----- INFORMATION PROVIDED

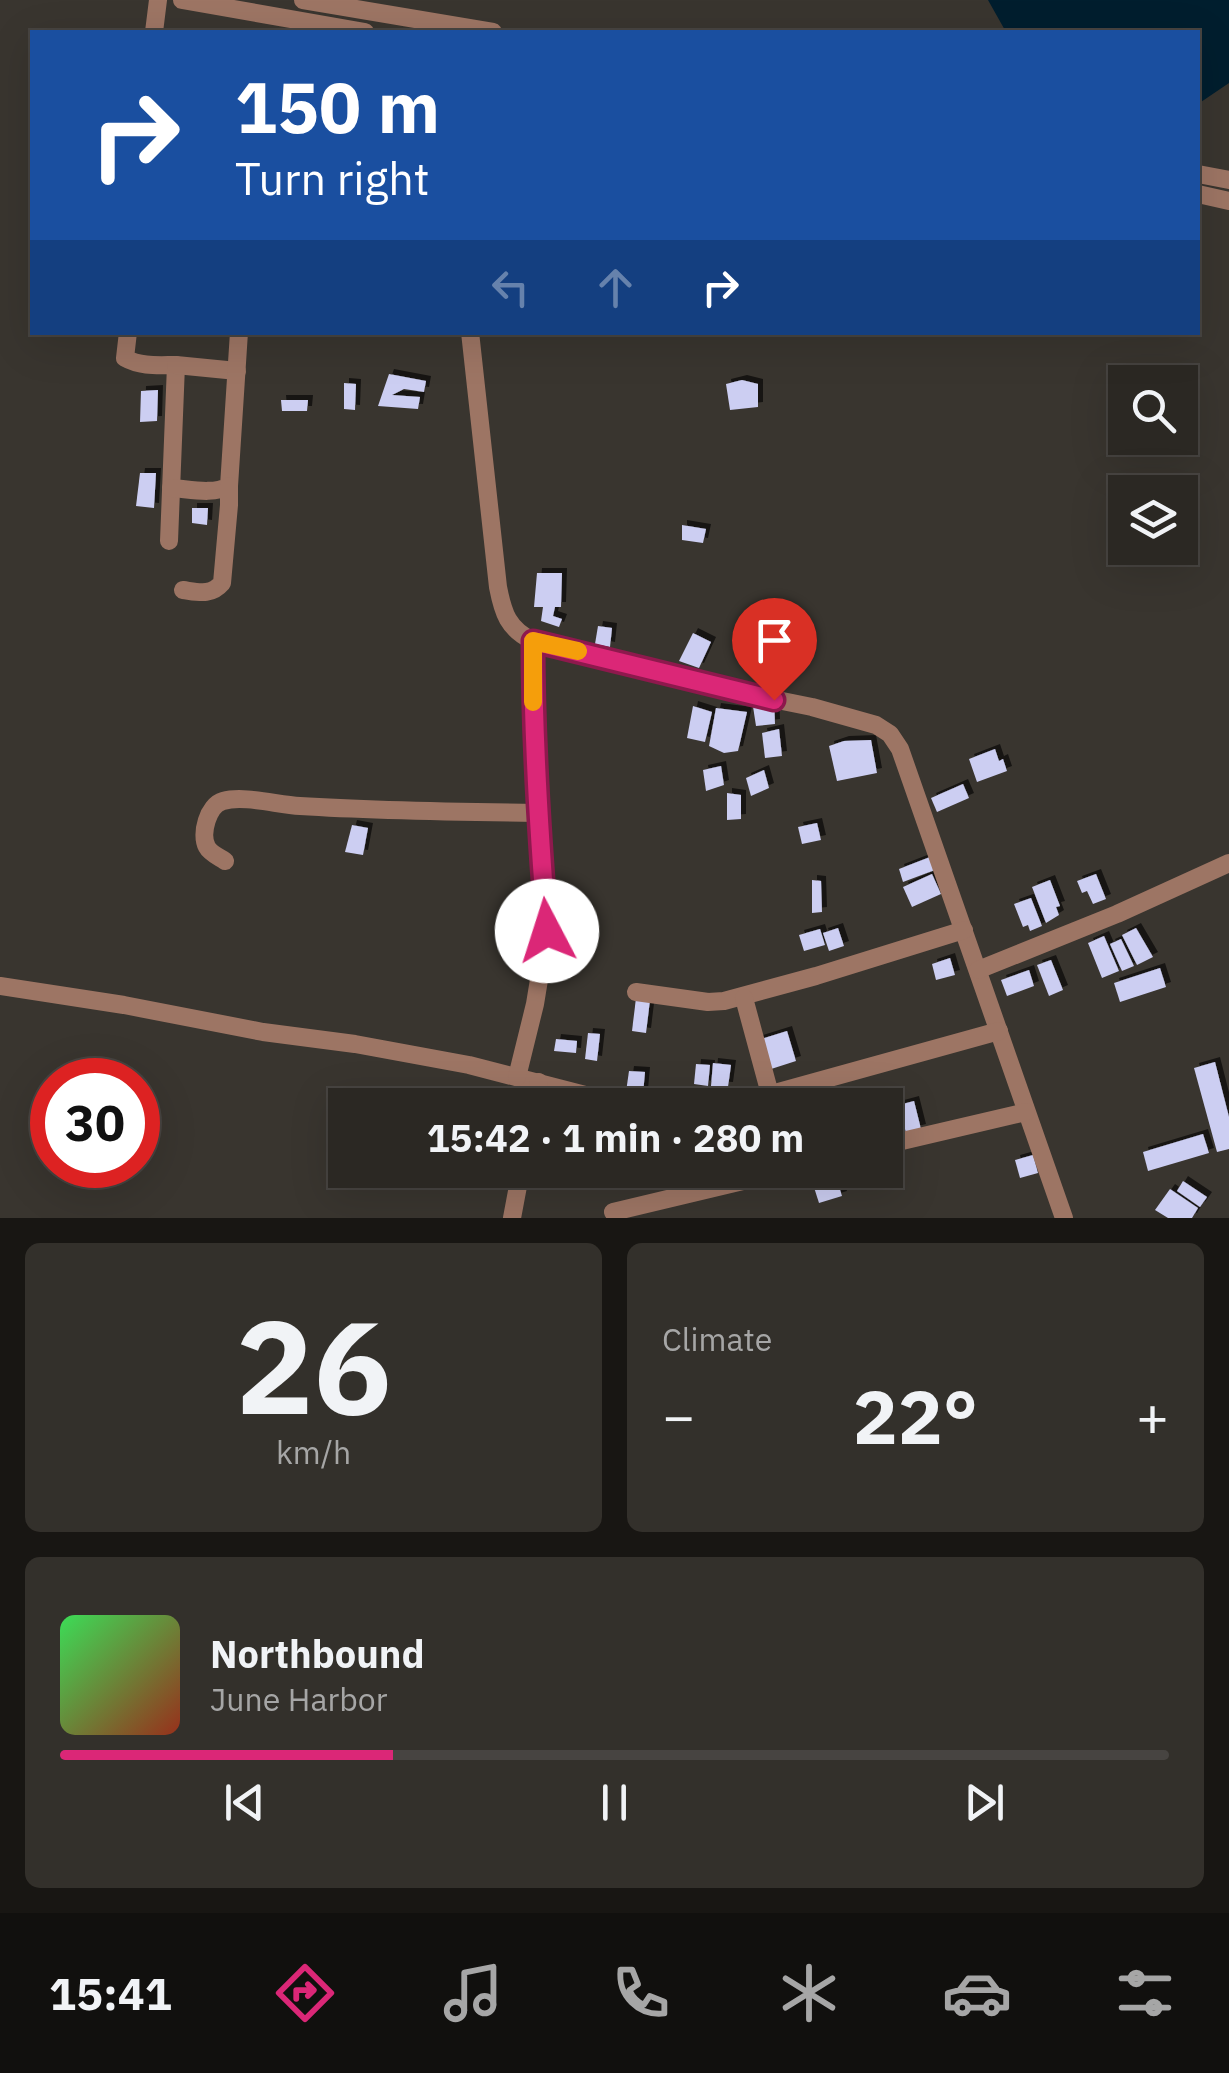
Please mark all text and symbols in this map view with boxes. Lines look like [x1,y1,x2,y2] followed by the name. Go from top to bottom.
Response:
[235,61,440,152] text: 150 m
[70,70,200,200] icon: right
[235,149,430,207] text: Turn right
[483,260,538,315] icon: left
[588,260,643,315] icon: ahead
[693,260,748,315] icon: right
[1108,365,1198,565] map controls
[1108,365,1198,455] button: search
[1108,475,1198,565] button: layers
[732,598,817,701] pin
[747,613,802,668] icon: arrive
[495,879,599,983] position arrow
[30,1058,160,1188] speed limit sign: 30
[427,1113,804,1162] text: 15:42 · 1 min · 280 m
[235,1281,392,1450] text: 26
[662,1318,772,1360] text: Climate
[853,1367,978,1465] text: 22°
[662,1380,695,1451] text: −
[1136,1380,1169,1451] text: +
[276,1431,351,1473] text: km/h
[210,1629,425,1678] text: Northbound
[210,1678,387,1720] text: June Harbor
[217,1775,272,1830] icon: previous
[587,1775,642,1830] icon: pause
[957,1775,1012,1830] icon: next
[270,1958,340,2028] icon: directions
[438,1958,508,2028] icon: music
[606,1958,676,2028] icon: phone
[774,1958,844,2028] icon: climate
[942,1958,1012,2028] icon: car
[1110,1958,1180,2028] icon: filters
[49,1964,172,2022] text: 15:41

----------
----- INFORMATION PROVIDED

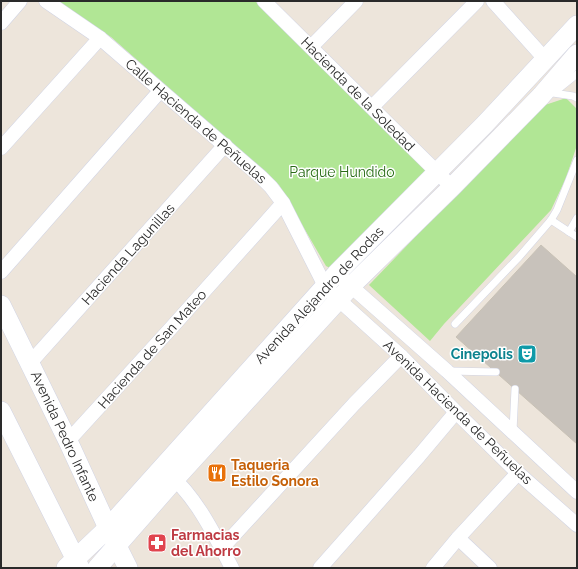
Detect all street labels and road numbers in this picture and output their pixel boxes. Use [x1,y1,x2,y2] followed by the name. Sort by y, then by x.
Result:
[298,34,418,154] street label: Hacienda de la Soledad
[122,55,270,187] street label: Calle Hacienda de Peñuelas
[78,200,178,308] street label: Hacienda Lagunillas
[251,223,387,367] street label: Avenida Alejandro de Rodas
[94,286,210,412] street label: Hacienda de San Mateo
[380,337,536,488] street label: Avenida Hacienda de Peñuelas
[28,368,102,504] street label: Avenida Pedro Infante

----------

**WORK TO COMPLETE:** Each line that contains the string "this" counts once; report how many such lines the entries have, giving only the number.

**REPLY TO THE TASK:** 2